### SUPPLIED INFORMATION
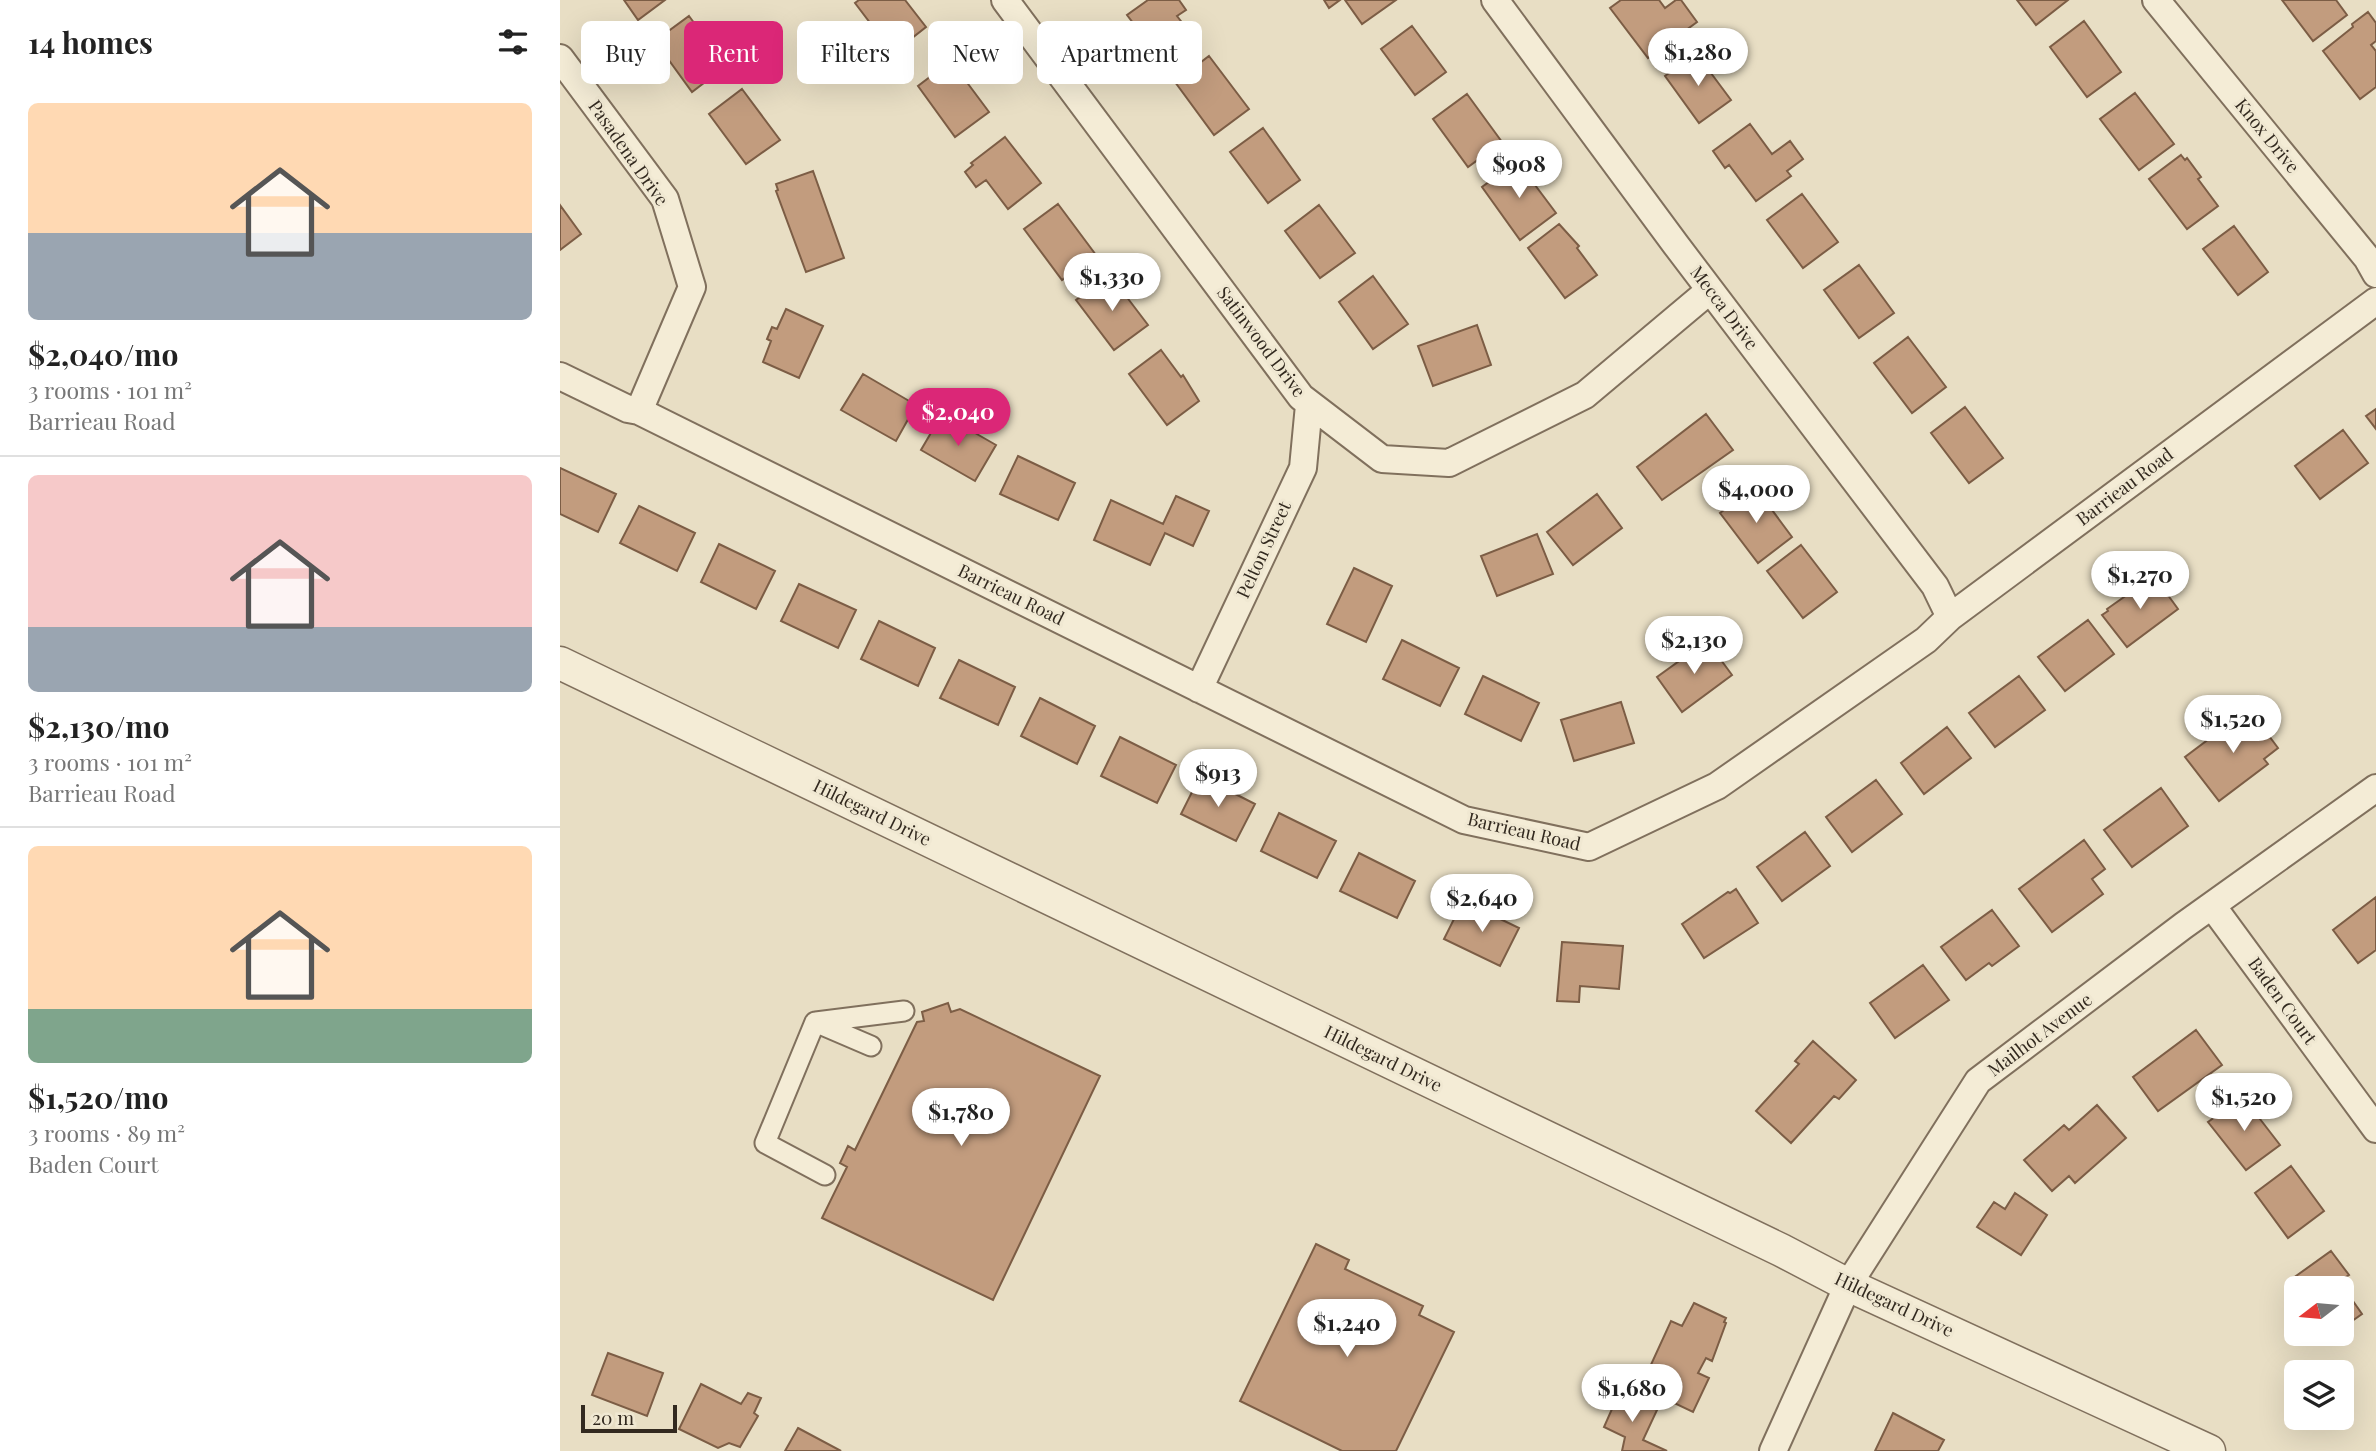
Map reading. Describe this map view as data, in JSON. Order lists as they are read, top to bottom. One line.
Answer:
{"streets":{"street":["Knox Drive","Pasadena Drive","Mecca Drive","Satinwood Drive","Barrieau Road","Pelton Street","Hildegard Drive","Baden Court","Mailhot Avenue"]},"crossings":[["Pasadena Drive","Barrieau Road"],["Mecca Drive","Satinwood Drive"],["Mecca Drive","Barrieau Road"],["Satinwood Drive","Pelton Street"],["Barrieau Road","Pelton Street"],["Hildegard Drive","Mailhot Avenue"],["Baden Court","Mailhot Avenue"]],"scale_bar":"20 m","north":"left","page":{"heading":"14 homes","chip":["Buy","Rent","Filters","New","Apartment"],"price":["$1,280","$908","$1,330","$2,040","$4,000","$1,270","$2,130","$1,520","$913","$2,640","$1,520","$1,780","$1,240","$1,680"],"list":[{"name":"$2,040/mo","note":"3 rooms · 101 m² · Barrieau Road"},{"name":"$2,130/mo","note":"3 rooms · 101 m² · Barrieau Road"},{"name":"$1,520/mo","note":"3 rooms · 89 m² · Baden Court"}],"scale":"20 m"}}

### YOUR OBJECTIVE
Reproduce the data above exactly, leaving each picture out.

### TASK RESPONSE
Map reading. Describe this map view as data, in JSON. Order lists as they are read, top to bottom. One line.
Answer:
{"streets":{"street":["Knox Drive","Pasadena Drive","Mecca Drive","Satinwood Drive","Barrieau Road","Pelton Street","Hildegard Drive","Baden Court","Mailhot Avenue"]},"crossings":[["Pasadena Drive","Barrieau Road"],["Mecca Drive","Satinwood Drive"],["Mecca Drive","Barrieau Road"],["Satinwood Drive","Pelton Street"],["Barrieau Road","Pelton Street"],["Hildegard Drive","Mailhot Avenue"],["Baden Court","Mailhot Avenue"]],"scale_bar":"20 m","north":"left","page":{"heading":"14 homes","chip":["Buy","Rent","Filters","New","Apartment"],"price":["$1,280","$908","$1,330","$2,040","$4,000","$1,270","$2,130","$1,520","$913","$2,640","$1,520","$1,780","$1,240","$1,680"],"list":[{"name":"$2,040/mo","note":"3 rooms · 101 m² · Barrieau Road"},{"name":"$2,130/mo","note":"3 rooms · 101 m² · Barrieau Road"},{"name":"$1,520/mo","note":"3 rooms · 89 m² · Baden Court"}],"scale":"20 m"}}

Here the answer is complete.